## [Dataset content]
◆ ◆ ◆
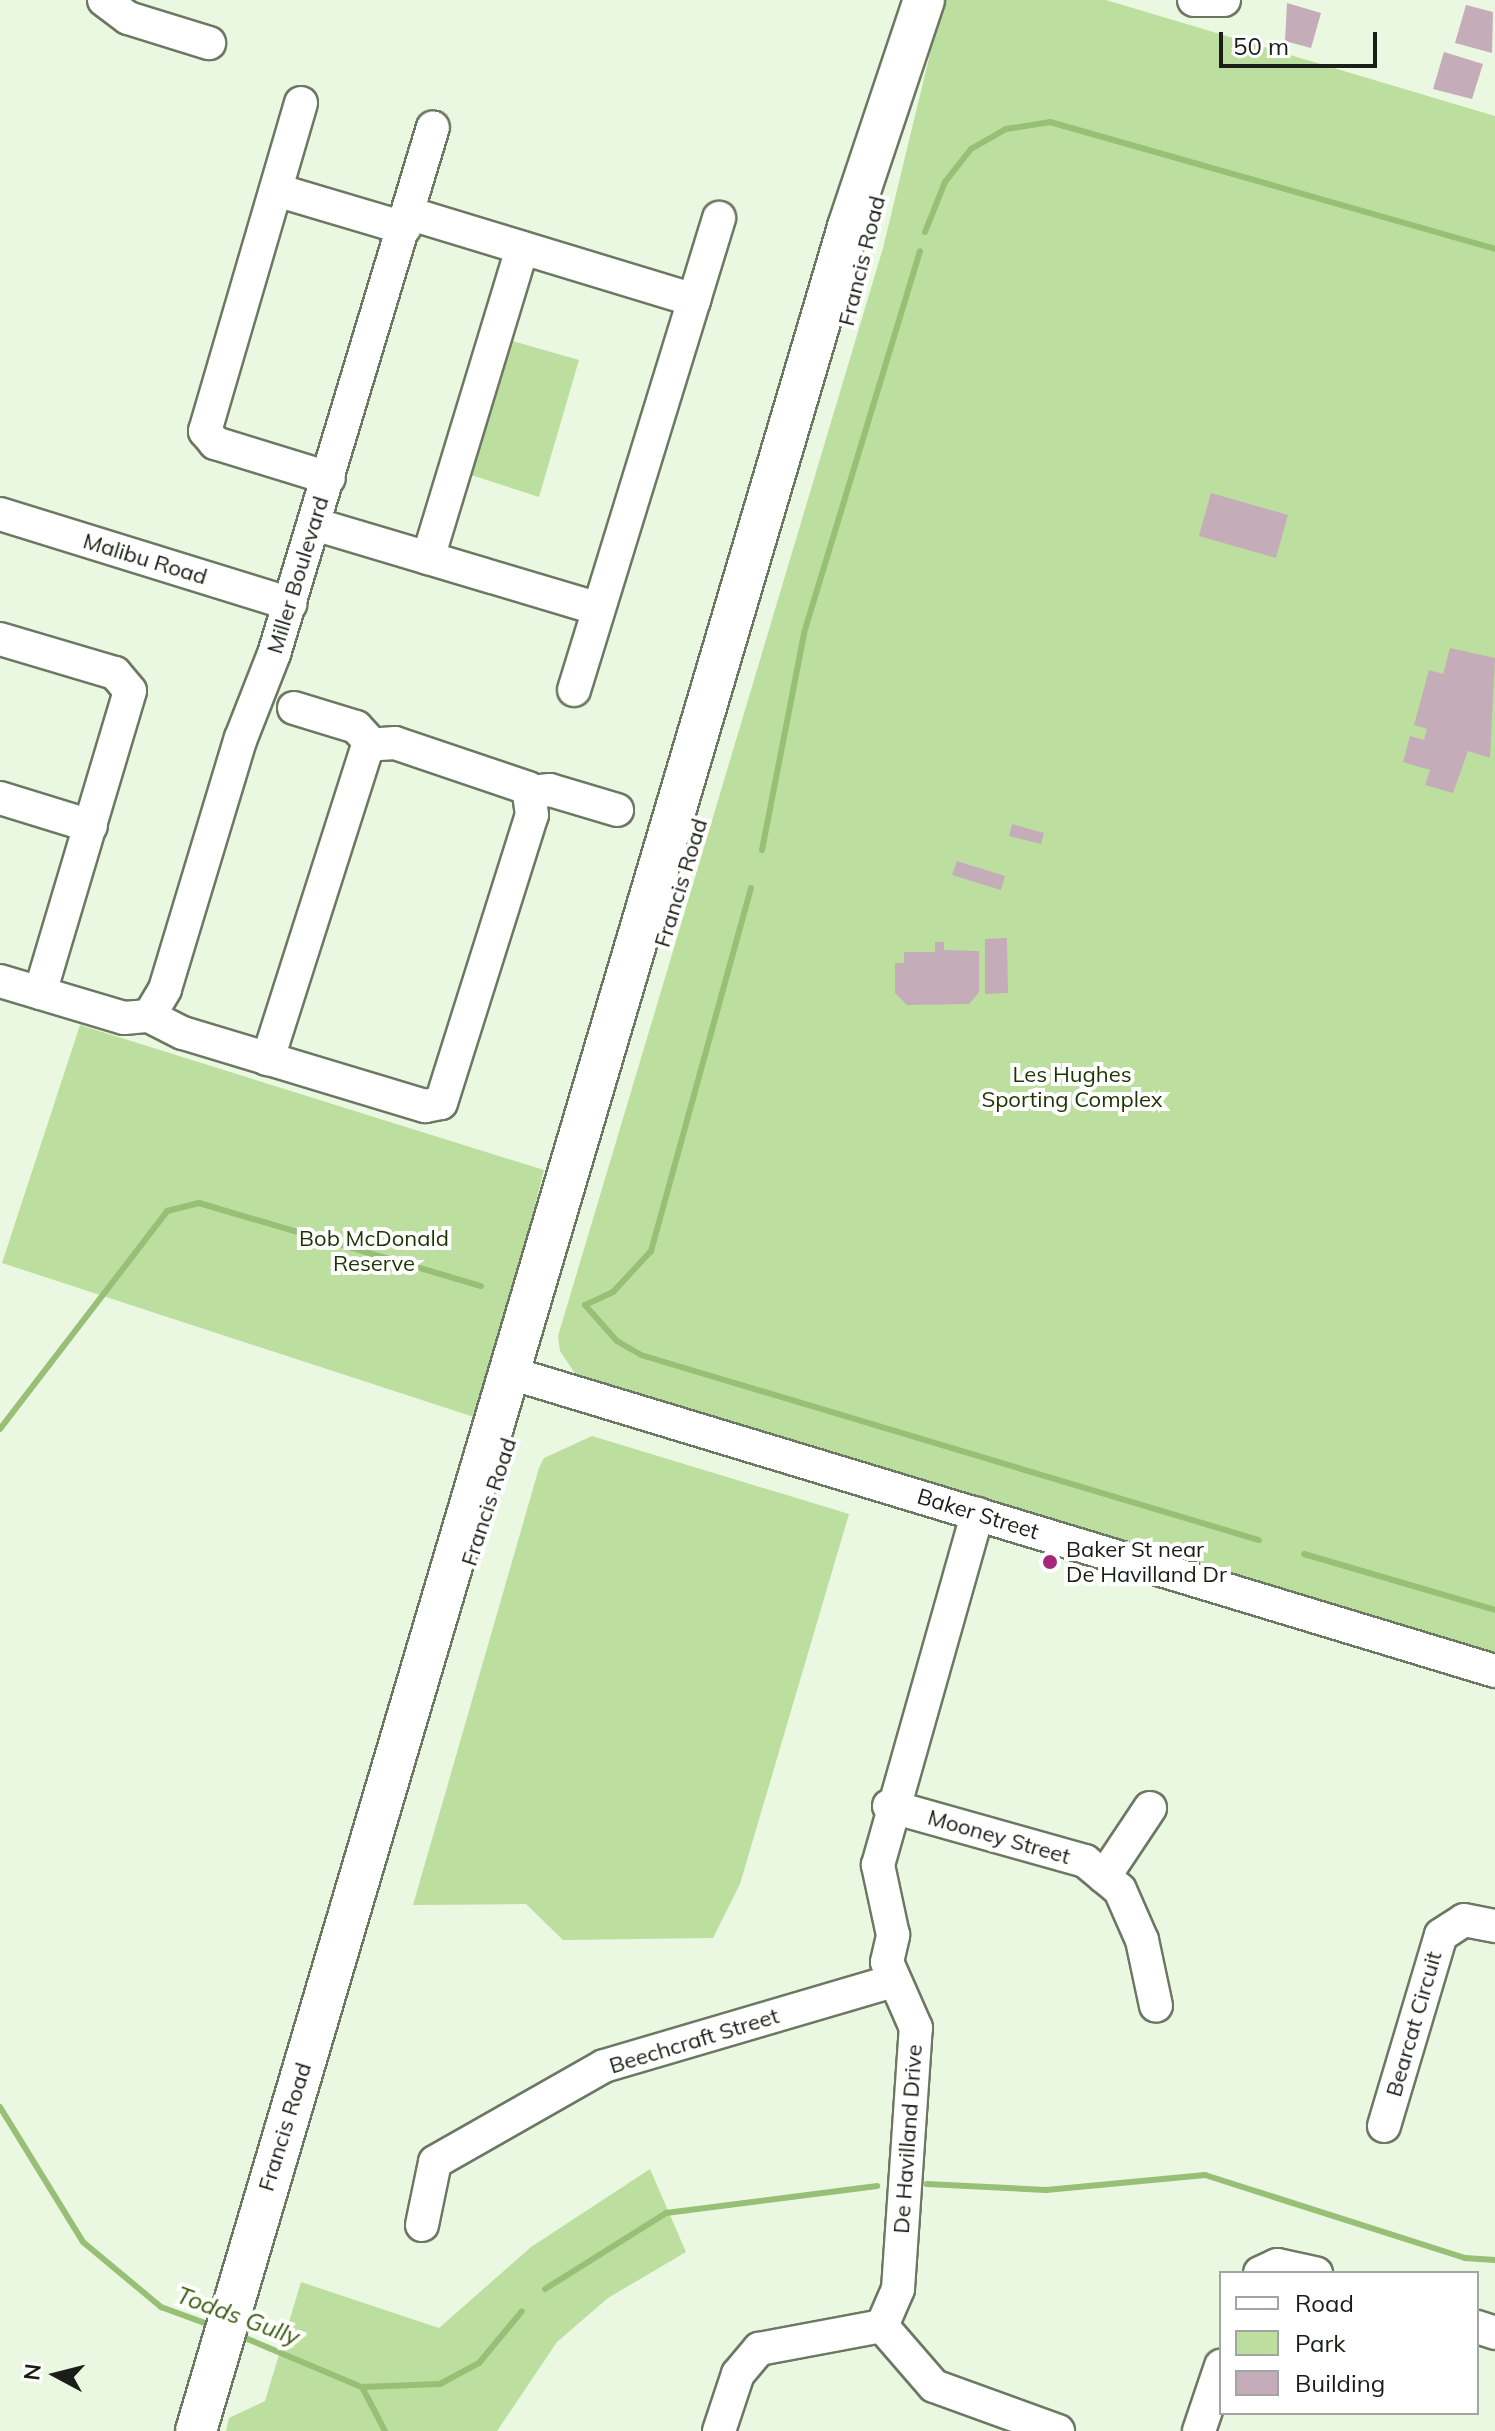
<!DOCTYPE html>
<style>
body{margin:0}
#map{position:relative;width:1495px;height:2431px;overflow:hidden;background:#ebf8e1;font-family:Mulish,sans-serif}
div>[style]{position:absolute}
.green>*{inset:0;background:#bcdf9f}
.stream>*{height:6px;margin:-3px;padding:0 3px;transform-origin:3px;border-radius:3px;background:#98bf76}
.building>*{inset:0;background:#c5acb9}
.roads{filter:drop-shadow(2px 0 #6c7863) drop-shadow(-2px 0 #6c7863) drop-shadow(0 2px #6c7863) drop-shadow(0 -2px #6c7863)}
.minor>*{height:32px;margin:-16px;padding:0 16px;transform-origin:16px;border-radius:16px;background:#fff}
.major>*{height:40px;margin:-20px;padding:0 20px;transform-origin:20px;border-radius:20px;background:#fff}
.dots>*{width:22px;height:22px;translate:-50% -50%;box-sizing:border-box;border:4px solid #fff;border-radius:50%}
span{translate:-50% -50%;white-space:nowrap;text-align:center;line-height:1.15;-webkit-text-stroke:8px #fff;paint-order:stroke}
.street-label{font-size:22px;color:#1a1e16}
.park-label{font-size:22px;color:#1d3500}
.poi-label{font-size:22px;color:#1a1e16}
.left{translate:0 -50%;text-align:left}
.water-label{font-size:24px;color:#3a5d0f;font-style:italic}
.legend{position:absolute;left:1219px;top:2271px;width:260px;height:144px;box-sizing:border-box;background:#fff;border:2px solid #a3a5a2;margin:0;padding:10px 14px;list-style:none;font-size:24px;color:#1a1e16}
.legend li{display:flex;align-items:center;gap:16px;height:40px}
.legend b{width:40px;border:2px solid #a3a5a2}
.north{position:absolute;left:16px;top:2335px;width:80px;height:80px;-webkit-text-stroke:6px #fff;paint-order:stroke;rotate:277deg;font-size:22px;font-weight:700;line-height:32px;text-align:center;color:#1a1e16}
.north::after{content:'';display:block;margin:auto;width:28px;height:36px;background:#1a1e16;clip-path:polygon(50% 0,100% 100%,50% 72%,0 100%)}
.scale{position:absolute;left:1219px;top:32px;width:158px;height:36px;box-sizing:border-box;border:4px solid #1a1e16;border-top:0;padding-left:10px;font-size:24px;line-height:28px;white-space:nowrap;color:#1a1e16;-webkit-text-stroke:6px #fff;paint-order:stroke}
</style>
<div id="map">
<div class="green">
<i style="clip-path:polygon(943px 0,1106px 0,1495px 116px,1495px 1652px,578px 1378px,560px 1351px,558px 1336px,883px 248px)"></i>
<i style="clip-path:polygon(509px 340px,579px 360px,539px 497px,468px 474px)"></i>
<i style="clip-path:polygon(80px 1025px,544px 1170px,480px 1419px,2px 1263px)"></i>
<i style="clip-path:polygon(592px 1436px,849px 1514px,740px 1884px,713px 1938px,563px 1940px,526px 1904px,413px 1905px,539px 1468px,544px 1458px)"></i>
<i style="clip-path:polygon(650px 2169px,686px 2252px,608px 2298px,557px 2342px,497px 2431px,226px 2431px,229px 2418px,265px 2401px,301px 2282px,439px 2328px,531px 2247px)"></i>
</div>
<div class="stream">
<i style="left:925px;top:232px;width:54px;rotate:-68.2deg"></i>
<i style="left:945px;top:182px;width:42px;rotate:-51.8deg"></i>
<i style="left:971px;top:149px;width:40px;rotate:-29.7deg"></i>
<i style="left:1006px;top:129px;width:45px;rotate:-9deg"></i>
<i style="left:1050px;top:122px;width:463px;rotate:15.9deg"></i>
<i style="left:762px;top:850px;width:221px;rotate:-79deg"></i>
<i style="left:804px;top:633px;width:399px;rotate:-73.1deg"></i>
<i style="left:751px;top:888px;width:377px;rotate:105.4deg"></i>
<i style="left:651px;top:1251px;width:56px;rotate:132.8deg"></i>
<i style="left:613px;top:1292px;width:31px;rotate:155deg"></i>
<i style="left:585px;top:1305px;width:48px;rotate:48.4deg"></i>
<i style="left:617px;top:1341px;width:28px;rotate:30deg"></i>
<i style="left:641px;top:1355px;width:645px;rotate:16.67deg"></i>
<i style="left:0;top:1429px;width:275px;rotate:-52.5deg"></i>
<i style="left:167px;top:1211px;width:33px;rotate:-14deg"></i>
<i style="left:199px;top:1203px;width:294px;rotate:16.4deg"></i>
<i style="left:1304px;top:1554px;width:199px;rotate:16.3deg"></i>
<i style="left:0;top:2107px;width:158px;rotate:58.4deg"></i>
<i style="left:83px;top:2242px;width:102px;rotate:39.8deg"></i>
<i style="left:161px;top:2307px;width:55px;rotate:20.1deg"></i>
<i style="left:927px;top:2184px;width:119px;rotate:2.9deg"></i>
<i style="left:1046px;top:2190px;width:160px;rotate:-5.4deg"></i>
<i style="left:1205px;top:2175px;width:273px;rotate:17.7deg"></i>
<i style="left:1465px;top:2258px;width:30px;rotate:4deg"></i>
<i style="left:545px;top:2289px;width:143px;rotate:-32.1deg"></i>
<i style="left:666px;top:2213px;width:213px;rotate:-7.3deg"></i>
<i style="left:238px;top:2335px;width:134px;rotate:22.8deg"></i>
<i style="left:362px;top:2387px;width:50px;rotate:62.4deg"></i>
<i style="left:362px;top:2387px;width:78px;rotate:-2.2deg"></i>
<i style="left:440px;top:2384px;width:44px;rotate:-28.3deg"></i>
<i style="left:479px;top:2363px;width:67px;rotate:-50.4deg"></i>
</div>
<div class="building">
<i style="clip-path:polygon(1287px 3px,1321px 13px,1311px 48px,1285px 41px)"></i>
<i style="clip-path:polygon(1466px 5px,1493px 12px,1492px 53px,1455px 43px)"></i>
<i style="clip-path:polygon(1444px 52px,1483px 64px,1472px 99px,1433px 89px)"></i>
<i style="clip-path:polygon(1211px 493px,1288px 515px,1276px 558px,1199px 536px)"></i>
<i style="clip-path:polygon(1450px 648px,1495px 658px,1490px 758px,1468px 751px,1453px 793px,1425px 785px,1430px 770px,1403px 762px,1410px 736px,1424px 740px,1427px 729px,1414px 725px,1429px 670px,1443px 674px)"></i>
<i style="clip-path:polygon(1012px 824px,1044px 833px,1041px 844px,1009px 836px)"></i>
<i style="clip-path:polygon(957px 861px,1005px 876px,1001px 890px,952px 875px)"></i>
<i style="clip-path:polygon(1007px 938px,1008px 993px,985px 994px,985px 939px)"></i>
<i style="clip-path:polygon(935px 942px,944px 942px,944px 950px,979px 951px,979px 992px,969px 1004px,907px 1005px,895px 993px,895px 963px,904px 963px,904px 952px,935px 952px)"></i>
</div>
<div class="roads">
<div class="minor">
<i style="left:104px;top:0;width:30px;rotate:37deg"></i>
<i style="left:128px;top:18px;width:85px;rotate:17.2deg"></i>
<i style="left:1194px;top:0;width:30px"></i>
<i style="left:301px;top:103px;width:342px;rotate:106.3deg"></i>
<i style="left:205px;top:431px;width:16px;rotate:50deg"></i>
<i style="left:215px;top:443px;width:119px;rotate:17.1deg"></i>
<i style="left:276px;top:190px;width:134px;rotate:16.5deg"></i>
<i style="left:408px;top:213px;width:299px;rotate:16.9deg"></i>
<i style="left:694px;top:300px;width:408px;rotate:107.1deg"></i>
<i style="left:694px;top:300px;width:86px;rotate:-73deg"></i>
<i style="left:0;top:514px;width:304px;rotate:17.2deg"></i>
<i style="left:314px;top:524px;width:297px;rotate:16.6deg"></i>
<i style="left:428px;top:558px;width:324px;rotate:-73.1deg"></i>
<i style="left:0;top:639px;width:120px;rotate:16.5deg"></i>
<i style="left:115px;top:673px;width:23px;rotate:50deg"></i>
<i style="left:130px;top:691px;width:315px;rotate:106.6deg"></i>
<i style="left:294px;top:708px;width:65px;rotate:17deg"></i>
<i style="left:356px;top:727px;width:22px;rotate:47deg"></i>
<i style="left:531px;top:792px;width:19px;rotate:-6deg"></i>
<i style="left:550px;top:790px;width:70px;rotate:16.6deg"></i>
<i style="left:0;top:798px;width:95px;rotate:17.1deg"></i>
<i style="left:0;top:981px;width:129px;rotate:16.6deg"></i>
<i style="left:124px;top:1018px;width:25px;rotate:-5deg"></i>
<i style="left:149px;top:1016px;width:38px;rotate:27deg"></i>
<i style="left:183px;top:1033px;width:253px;rotate:16.8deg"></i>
<i style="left:425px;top:1106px;width:16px;rotate:-11deg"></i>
<i style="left:441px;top:1103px;width:302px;rotate:-72.5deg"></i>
<i style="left:532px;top:815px;width:27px;rotate:-98deg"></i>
<i style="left:528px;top:788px;width:140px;rotate:-161.3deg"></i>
<i style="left:395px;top:743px;width:27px;rotate:176deg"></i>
<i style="left:368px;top:745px;width:330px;rotate:107.7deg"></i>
<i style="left:149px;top:1016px;width:31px;rotate:-59deg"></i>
<i style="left:165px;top:989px;width:262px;rotate:-73.2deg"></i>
<i style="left:241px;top:738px;width:90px;rotate:-68.6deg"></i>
<i style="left:274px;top:654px;width:550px;rotate:-73.21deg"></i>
<i style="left:507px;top:1372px;width:1032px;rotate:16.84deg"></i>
<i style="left:889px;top:1806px;width:204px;rotate:15.7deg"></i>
<i style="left:1085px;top:1861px;width:45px;rotate:39.6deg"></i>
<i style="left:1120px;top:1890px;width:55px;rotate:66.3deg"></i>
<i style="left:1142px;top:1940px;width:67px;rotate:78deg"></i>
<i style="left:1104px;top:1877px;width:83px;rotate:-56.3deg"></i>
<i style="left:1384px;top:2126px;width:199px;rotate:-73.4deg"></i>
<i style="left:1441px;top:1935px;width:27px;rotate:-33deg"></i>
<i style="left:1464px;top:1920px;width:32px;rotate:11deg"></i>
<i style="left:422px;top:2225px;width:64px;rotate:-78.3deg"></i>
<i style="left:435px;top:2162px;width:194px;rotate:-29.6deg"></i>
<i style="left:604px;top:2066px;width:300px;rotate:-16.4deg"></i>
<i style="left:1260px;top:2273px;width:19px;rotate:-25deg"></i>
<i style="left:1277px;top:2265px;width:40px;rotate:12deg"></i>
<i style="left:882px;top:2326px;width:79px;rotate:49.1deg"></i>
<i style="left:934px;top:2386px;width:132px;rotate:19.9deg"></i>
<i style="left:1477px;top:2327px;width:19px;rotate:18deg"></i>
<i style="left:719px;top:2431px;width:60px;rotate:-71.6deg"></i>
<i style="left:738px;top:2374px;width:33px;rotate:-50deg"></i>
<i style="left:759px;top:2349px;width:125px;rotate:-10.6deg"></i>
<i style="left:882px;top:2326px;width:40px;rotate:-66.6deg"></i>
<i style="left:898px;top:2289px;width:262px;rotate:-86.1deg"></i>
<i style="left:916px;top:2028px;width:72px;rotate:-113.7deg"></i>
<i style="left:887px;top:1962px;width:28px;rotate:-77deg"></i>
<i style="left:893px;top:1935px;width:72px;rotate:-102.1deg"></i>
<i style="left:878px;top:1865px;width:365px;rotate:-74.2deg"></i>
<i style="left:1199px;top:2431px;width:69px;rotate:-71.3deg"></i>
</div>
<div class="major">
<i style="left:196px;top:2431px;width:2298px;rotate:-73.52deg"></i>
<i style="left:848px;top:227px;width:239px;rotate:-71.5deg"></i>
</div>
</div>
<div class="dots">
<i style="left:1050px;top:1562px;background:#a4277a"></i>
</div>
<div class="street-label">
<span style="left:862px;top:261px;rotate:-76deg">Francis Road</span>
<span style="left:145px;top:559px;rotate:17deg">Malibu Road</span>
<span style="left:298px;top:575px;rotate:-73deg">Miller Boulevard</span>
<span style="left:681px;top:883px;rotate:-73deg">Francis Road</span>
<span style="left:489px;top:1502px;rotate:-72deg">Francis Road</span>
<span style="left:978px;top:1514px;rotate:17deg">Baker Street</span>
<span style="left:999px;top:1837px;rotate:16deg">Mooney Street</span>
<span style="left:1414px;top:2024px;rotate:-74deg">Bearcat Circuit</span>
<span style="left:694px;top:2041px;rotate:-17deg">Beechcraft Street</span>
<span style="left:285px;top:2127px;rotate:-73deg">Francis Road</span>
<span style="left:908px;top:2139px;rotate:-86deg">De Havilland Drive</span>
</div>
<div class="park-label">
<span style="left:1072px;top:1087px">Les Hughes<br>Sporting Complex</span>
<span style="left:374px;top:1251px">Bob McDonald<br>Reserve</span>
</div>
<div class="poi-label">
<span class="left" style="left:1066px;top:1562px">Baker St near<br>De Havilland Dr</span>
</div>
<div class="water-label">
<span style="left:238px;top:2316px;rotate:20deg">Todds Gully</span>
</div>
<ul class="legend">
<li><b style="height:10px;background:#fff"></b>Road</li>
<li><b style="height:22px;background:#bcdf9f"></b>Park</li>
<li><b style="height:22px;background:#c5acb9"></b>Building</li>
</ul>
<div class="north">N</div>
<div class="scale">50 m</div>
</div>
◆ ◆ ◆
## [Instructions for the task]
Above are the records. Copy every line in them holding "stream".

## [Exercise answer]
.stream>*{height:6px;margin:-3px;padding:0 3px;transform-origin:3px;border-radius:3px;background:#98bf76}
<div class="stream">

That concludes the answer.